> What you are asked to do: An exact reprint of the whole listing is what the answer must contain.

> Supplied data:
::::::

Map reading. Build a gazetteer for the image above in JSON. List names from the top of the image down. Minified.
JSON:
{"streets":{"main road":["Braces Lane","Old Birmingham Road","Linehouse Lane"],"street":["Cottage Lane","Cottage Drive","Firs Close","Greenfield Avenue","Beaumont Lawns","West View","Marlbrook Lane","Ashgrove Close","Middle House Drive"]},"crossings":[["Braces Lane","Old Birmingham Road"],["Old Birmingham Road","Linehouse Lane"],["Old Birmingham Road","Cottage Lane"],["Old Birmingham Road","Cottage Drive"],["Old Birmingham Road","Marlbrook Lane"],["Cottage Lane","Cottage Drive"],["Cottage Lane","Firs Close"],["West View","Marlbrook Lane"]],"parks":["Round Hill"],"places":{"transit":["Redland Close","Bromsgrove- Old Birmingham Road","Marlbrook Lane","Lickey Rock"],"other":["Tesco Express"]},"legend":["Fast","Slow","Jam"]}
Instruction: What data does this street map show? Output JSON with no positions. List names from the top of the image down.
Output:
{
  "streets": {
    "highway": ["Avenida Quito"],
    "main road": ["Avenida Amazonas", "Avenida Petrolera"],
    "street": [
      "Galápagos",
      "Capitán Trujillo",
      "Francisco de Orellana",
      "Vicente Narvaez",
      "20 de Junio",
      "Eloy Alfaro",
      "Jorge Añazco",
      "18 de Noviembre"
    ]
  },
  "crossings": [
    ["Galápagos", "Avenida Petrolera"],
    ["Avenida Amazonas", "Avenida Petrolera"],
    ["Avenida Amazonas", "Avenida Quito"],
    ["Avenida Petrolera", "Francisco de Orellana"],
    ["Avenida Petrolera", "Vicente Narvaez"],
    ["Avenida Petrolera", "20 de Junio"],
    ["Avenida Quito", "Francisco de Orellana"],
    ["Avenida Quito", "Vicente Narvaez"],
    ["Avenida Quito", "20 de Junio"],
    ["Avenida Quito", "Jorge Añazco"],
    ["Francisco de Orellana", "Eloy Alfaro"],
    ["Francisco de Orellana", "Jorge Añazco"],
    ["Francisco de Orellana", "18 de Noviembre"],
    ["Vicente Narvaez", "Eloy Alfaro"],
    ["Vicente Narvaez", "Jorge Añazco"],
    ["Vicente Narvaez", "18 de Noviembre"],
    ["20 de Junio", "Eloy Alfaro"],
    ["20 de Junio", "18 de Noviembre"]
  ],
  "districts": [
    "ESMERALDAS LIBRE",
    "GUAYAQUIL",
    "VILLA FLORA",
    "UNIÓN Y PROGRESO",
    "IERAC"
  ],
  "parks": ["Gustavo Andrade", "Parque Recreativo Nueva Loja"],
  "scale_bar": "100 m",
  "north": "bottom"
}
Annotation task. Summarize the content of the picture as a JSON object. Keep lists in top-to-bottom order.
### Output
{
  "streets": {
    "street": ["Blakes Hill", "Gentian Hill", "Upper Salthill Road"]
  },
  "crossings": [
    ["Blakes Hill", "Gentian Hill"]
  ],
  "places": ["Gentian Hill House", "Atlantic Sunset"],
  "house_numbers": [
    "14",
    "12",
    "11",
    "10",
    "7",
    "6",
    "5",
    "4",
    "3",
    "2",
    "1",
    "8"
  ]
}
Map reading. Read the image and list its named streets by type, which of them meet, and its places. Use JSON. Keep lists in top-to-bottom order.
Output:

::::::

> Task output:
Map reading. Build a gazetteer for the image above in JSON. List names from the top of the image down. Minified.
JSON:
{"streets":{"main road":["Braces Lane","Old Birmingham Road","Linehouse Lane"],"street":["Cottage Lane","Cottage Drive","Firs Close","Greenfield Avenue","Beaumont Lawns","West View","Marlbrook Lane","Ashgrove Close","Middle House Drive"]},"crossings":[["Braces Lane","Old Birmingham Road"],["Old Birmingham Road","Linehouse Lane"],["Old Birmingham Road","Cottage Lane"],["Old Birmingham Road","Cottage Drive"],["Old Birmingham Road","Marlbrook Lane"],["Cottage Lane","Cottage Drive"],["Cottage Lane","Firs Close"],["West View","Marlbrook Lane"]],"parks":["Round Hill"],"places":{"transit":["Redland Close","Bromsgrove- Old Birmingham Road","Marlbrook Lane","Lickey Rock"],"other":["Tesco Express"]},"legend":["Fast","Slow","Jam"]}
Instruction: What data does this street map show? Output JSON with no positions. List names from the top of the image down.
Output:
{
  "streets": {
    "highway": ["Avenida Quito"],
    "main road": ["Avenida Amazonas", "Avenida Petrolera"],
    "street": [
      "Galápagos",
      "Capitán Trujillo",
      "Francisco de Orellana",
      "Vicente Narvaez",
      "20 de Junio",
      "Eloy Alfaro",
      "Jorge Añazco",
      "18 de Noviembre"
    ]
  },
  "crossings": [
    ["Galápagos", "Avenida Petrolera"],
    ["Avenida Amazonas", "Avenida Petrolera"],
    ["Avenida Amazonas", "Avenida Quito"],
    ["Avenida Petrolera", "Francisco de Orellana"],
    ["Avenida Petrolera", "Vicente Narvaez"],
    ["Avenida Petrolera", "20 de Junio"],
    ["Avenida Quito", "Francisco de Orellana"],
    ["Avenida Quito", "Vicente Narvaez"],
    ["Avenida Quito", "20 de Junio"],
    ["Avenida Quito", "Jorge Añazco"],
    ["Francisco de Orellana", "Eloy Alfaro"],
    ["Francisco de Orellana", "Jorge Añazco"],
    ["Francisco de Orellana", "18 de Noviembre"],
    ["Vicente Narvaez", "Eloy Alfaro"],
    ["Vicente Narvaez", "Jorge Añazco"],
    ["Vicente Narvaez", "18 de Noviembre"],
    ["20 de Junio", "Eloy Alfaro"],
    ["20 de Junio", "18 de Noviembre"]
  ],
  "districts": [
    "ESMERALDAS LIBRE",
    "GUAYAQUIL",
    "VILLA FLORA",
    "UNIÓN Y PROGRESO",
    "IERAC"
  ],
  "parks": ["Gustavo Andrade", "Parque Recreativo Nueva Loja"],
  "scale_bar": "100 m",
  "north": "bottom"
}
Annotation task. Summarize the content of the picture as a JSON object. Keep lists in top-to-bottom order.
### Output
{
  "streets": {
    "street": ["Blakes Hill", "Gentian Hill", "Upper Salthill Road"]
  },
  "crossings": [
    ["Blakes Hill", "Gentian Hill"]
  ],
  "places": ["Gentian Hill House", "Atlantic Sunset"],
  "house_numbers": [
    "14",
    "12",
    "11",
    "10",
    "7",
    "6",
    "5",
    "4",
    "3",
    "2",
    "1",
    "8"
  ]
}
Map reading. Read the image and list its named streets by type, which of them meet, and its places. Use JSON. Keep lists in top-to-bottom order.
Output:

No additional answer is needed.